Le società scientifiche dei clinici criticano la manovra 2026: il taglio da 140 milioni al Fondo per i farmaci innovativi mette a rischio l'accesso a terapie salvavita, soprattutto per i malati di cancro, e non risolve i problemi strutturali del Ssn.

Siamo sorpresi che nella Legge di Bilancio 2025 il fondo per i farmaci innovativi sia stato ridotto, a decorrere dall’anno 2026, di ben 140 milioni di euro. La somma è stata utilizzata per aumentare, per altro dello 0,1%, il budget dei farmaci ospedalieri e per portare così solo allo 0,3% l’incremento complessivo per questa voce. Questa somma è assolutamente insufficiente visto lo sforamento, per altro fisiologico, di circa 5 miliardi già nel 2025 di questo capitolo di spesa”.

 È questo il commento, all’ultima Finanziaria del Governo, di Francesco Cognetti, Coordinatore FoSSC (il Forum che riunisce 75 Società Scientifiche dei Clinici Ospedalieri ed Universitari Italiani).

“È necessario un maggiore aumento delle risorse visto la crescita direi fisiologica, dovuta ai risultati continui della ricerca, della spesa relativa a farmaci con elevatissimo valore terapeutico in patologie gravi e molto diffuse – prosegue Cognetti -. A far le spese di questo provvedimento rischiano di essere i pazienti, soprattutto i malati di cancro, che nel 2026 non potranno usufruire di terapie molto importanti. Rischiamo di non poter più garantire, a tutti i malati, terapie decisive contro malattie molto gravi e diffuse.Lo sfondamento del tetto dei farmaci ospedalieri rimarrà quindi quasi inalterato, di oltre quattro miliardi. Tutto ciò si aggiunge all’incredibile ritardo con cui i farmaci arrivano ai pazienti. In media trascorrono quasi due anni dalla registrazione Ema fino all’inserimento nei Prontuari Regionali, tempi tra i più lunghi d’Europa. La stessa manovra di Bilancio prevede un incremento del tutto irrisorio di nuovi medici ed infermieri”.

“È inadeguato rispetto alle necessità reali e gli aumenti salariali sono insufficienti ad affrontare e risolvere le carenze e le fughe verso l’estero o il privato. Non esistono in questo provvedimento misure per valorizzare il lavoro di questi professionisti e non vengono date risposte efficaci ad aumentare l’attrattività del servizio sanitario nazionale. Inoltre, sono solo 80 i milioni stanziati per affrontare le enormi problematiche relative alla salute mentale e di altre patologie che meriterebbero un diverso approccio”.
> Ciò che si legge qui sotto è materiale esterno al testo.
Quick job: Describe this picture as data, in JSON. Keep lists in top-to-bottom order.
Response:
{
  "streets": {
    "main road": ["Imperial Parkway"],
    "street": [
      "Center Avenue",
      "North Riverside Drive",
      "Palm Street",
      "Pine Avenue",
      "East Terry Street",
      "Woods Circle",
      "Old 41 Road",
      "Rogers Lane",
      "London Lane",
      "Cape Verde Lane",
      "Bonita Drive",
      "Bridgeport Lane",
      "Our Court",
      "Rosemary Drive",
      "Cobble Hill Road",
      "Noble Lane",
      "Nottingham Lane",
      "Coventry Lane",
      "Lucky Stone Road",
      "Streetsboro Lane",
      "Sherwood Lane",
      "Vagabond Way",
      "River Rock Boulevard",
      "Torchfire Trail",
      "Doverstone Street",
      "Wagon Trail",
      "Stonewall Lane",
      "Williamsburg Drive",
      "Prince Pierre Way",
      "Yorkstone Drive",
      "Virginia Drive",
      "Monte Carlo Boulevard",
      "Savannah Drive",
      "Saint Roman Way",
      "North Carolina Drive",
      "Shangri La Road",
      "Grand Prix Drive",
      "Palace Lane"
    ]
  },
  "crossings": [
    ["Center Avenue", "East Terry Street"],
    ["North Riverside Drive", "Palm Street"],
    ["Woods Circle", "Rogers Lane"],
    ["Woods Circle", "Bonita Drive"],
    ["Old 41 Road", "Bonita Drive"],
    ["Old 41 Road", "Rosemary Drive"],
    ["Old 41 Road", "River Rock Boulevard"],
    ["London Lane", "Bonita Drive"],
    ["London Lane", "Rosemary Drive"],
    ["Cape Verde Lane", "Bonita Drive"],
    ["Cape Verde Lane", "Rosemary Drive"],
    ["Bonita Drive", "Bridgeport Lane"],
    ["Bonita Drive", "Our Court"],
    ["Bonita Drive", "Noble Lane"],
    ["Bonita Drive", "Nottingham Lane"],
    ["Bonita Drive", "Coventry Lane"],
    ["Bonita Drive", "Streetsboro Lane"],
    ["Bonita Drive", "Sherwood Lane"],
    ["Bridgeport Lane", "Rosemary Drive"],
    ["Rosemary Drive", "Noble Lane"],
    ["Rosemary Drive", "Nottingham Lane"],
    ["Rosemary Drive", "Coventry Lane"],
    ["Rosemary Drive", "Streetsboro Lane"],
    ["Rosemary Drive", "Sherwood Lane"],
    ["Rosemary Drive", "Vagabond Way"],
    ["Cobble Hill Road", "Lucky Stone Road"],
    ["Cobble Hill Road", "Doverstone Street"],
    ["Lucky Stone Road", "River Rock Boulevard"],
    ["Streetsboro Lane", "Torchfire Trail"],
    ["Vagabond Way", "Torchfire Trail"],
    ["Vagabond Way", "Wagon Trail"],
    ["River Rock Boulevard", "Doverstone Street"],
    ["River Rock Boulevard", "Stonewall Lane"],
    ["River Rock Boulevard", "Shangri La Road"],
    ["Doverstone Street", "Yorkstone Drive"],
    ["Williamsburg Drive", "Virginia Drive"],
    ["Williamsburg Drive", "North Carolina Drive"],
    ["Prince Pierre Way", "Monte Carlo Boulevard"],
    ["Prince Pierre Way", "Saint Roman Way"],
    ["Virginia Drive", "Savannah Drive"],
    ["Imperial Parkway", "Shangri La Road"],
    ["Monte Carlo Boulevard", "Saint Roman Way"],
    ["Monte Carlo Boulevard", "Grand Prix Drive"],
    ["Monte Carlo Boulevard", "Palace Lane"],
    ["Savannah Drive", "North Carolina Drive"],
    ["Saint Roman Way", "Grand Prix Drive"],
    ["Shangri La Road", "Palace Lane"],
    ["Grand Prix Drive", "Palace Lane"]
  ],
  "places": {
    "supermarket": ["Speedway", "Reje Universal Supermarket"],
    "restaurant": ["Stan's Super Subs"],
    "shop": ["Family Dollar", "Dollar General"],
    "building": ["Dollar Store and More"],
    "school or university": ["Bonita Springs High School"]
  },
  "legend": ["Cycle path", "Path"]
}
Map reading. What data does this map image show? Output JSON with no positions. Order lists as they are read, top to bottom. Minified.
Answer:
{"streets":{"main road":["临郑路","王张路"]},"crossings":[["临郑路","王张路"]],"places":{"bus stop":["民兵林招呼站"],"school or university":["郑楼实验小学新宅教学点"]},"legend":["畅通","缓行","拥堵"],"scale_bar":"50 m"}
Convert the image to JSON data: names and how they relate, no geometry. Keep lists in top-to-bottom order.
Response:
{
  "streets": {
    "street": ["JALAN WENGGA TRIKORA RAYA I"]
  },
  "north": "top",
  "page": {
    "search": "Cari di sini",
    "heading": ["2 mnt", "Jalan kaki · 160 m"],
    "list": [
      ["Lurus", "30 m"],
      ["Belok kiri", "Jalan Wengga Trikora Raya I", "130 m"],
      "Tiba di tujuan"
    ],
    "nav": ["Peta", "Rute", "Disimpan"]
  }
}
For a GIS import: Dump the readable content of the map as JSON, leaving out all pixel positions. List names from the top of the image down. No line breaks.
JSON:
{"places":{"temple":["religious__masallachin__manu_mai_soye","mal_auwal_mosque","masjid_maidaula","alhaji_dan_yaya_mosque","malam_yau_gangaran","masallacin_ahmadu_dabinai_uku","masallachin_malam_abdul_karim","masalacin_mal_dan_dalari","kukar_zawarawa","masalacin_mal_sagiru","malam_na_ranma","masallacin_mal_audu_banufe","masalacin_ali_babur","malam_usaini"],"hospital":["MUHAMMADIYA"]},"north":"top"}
“Infine, non c’è nella Finanziaria 2026 nessun atto che possa affrontare o risolvere le emergenze acute che affliggono la nostra sanità come la crisi dei Pronto Soccorso o le lunghe liste di attesa – conclude il Coordinatore FoSSC -. Il gravissimo definanziamento peggiora sempre di più con conseguente enorme crescita della spesa out of pocket, da parte delle famiglie. Questa ha ormai raggiunto i 41 miliardi di euro a cui vanno aggiunti circa 6 miliardi per la spesa privata intermedia cioè per l’acquisto di servizi che solo parzialmente sono rimborsati dal servizio sanitario nazionale. Queste cifre peraltro non sono più suscettibili di incremento visto la gravissima situazione economica in cui versano molti dei nostri concittadini”.